PMOS is increasingly recognized as a multifactorial disorder involving complex interactions between genetic predisposition, environmental influences, metabolic dysfunction and lifestyle-related factors. Although the etiology of PMOS remains incompletely understood, insulin resistance, chronic low-grade inflammation, adipose tissue dysfunction and altered metabolic programming are considered central contributors to disease development and progression(1-3,20-23).

Childhood food selectivity has traditionally been viewed as a feeding behavior concern rather than a potential metabolic risk factor. However, the cumulative effects of reduced dietary diversity, inadequate nutrient intake, poor dietary quality and gut microbiota alterations may create a biological environment that favors the development of metabolic disturbances frequently observed in adolescents with PMOS(6-16).

Persistent preference for highly palatable refined carbohydrate-rich foods may contribute to repeated glycemic excursions, increased insulin demand and progressive impairment of insulin sensitivity. Simultaneously, low intake of fiber-rich foods, legumes, vegetables and omega-3-rich sources may reduce exposure to nutrients known to support metabolic health and inflammatory regulation(10,17-20).

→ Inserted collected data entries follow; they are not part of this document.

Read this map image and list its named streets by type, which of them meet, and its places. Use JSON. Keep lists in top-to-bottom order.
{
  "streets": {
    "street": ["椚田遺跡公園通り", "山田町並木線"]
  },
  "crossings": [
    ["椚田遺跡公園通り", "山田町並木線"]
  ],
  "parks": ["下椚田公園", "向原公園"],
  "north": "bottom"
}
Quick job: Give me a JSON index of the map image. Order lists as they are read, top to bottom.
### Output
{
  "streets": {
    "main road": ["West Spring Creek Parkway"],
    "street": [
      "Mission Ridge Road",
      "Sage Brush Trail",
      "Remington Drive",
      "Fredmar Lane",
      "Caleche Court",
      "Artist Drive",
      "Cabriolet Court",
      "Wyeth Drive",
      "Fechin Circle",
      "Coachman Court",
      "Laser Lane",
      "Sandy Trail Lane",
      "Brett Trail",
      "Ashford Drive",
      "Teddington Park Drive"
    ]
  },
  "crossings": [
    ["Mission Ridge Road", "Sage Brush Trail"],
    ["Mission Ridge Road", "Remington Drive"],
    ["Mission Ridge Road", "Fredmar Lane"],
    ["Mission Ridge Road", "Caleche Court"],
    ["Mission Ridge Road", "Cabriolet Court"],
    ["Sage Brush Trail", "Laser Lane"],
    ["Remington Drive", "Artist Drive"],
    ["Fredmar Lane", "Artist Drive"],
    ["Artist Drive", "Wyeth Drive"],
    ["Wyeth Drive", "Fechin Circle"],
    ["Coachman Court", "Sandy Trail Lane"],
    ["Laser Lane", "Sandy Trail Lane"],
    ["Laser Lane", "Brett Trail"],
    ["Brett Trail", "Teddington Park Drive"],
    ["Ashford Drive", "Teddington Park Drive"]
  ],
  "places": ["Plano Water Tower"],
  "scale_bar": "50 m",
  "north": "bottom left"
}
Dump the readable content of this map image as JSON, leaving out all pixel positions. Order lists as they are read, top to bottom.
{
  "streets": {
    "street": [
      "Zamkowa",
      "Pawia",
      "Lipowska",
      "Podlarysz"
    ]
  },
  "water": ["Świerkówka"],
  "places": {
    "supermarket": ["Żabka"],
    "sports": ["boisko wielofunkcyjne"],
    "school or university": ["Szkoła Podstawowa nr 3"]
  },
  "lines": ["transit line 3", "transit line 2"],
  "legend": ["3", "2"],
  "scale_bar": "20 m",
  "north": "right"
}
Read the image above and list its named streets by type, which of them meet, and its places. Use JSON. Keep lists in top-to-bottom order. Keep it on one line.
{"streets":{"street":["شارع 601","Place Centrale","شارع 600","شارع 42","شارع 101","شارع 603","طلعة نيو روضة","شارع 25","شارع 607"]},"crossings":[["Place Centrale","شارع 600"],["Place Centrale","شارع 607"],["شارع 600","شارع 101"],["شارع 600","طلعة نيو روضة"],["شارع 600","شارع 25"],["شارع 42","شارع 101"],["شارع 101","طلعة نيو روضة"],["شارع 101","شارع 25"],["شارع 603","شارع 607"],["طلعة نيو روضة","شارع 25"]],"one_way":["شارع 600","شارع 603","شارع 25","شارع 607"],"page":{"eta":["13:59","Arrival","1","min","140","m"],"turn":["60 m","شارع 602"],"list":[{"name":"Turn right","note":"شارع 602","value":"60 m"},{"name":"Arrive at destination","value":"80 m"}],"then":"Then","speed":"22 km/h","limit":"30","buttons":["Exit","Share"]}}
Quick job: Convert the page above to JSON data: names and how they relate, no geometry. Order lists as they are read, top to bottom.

During puberty, physiological insulin resistance naturally increases as part of normal developmental processes. In susceptible individuals, pre-existing metabolic vulnerabilities may be amplified during this period, potentially facilitating the emergence of hyperinsulinemia, excess adiposity, menstrual irregularities and other clinical manifestations frequently associated with PMOS(18-21).

Although direct evidence linking childhood food selectivity to PMOS remains limited, current knowledge supports the hypothesis that persistent restrictive eating patterns may contribute indirectly to the development of a cardiometabolic phenotype that overlaps with key metabolic characteristics of PMOS(20-23).

Figure 1 summarizes the hypothetical pathways proposed in this review.

Figure 1. Proposed conceptual pathway linking childhood food selectivity and PMOS
Figure 1. Proposed conceptual pathway linking childhood food selectivity and PMOS

The conceptual framework from Figure 1 illustrates the hypothetical pathways through which persistent childhood food selectivity may contribute to metabolic disturbances relevant to PMOS development during adolescence. Reduced dietary diversity and inadequate intake of nutrient-dense foods may lead to nutritional inadequacies, gut microbiota dysbiosis, chronic low-grade inflammation and metabolic dysregulation. During puberty, these factors may interact with physiological insulin resistance and individual susceptibility, potentially contributing to the emergence of PMOS-related manifestations, including menstrual irregularities, hyperandrogenism, excess adiposity and cardiometabolic abnormalities. Although a direct causal relationship has not been established, current evidence supports the biological plausibility of these interconnected mechanisms(1-3,8-16,17-25).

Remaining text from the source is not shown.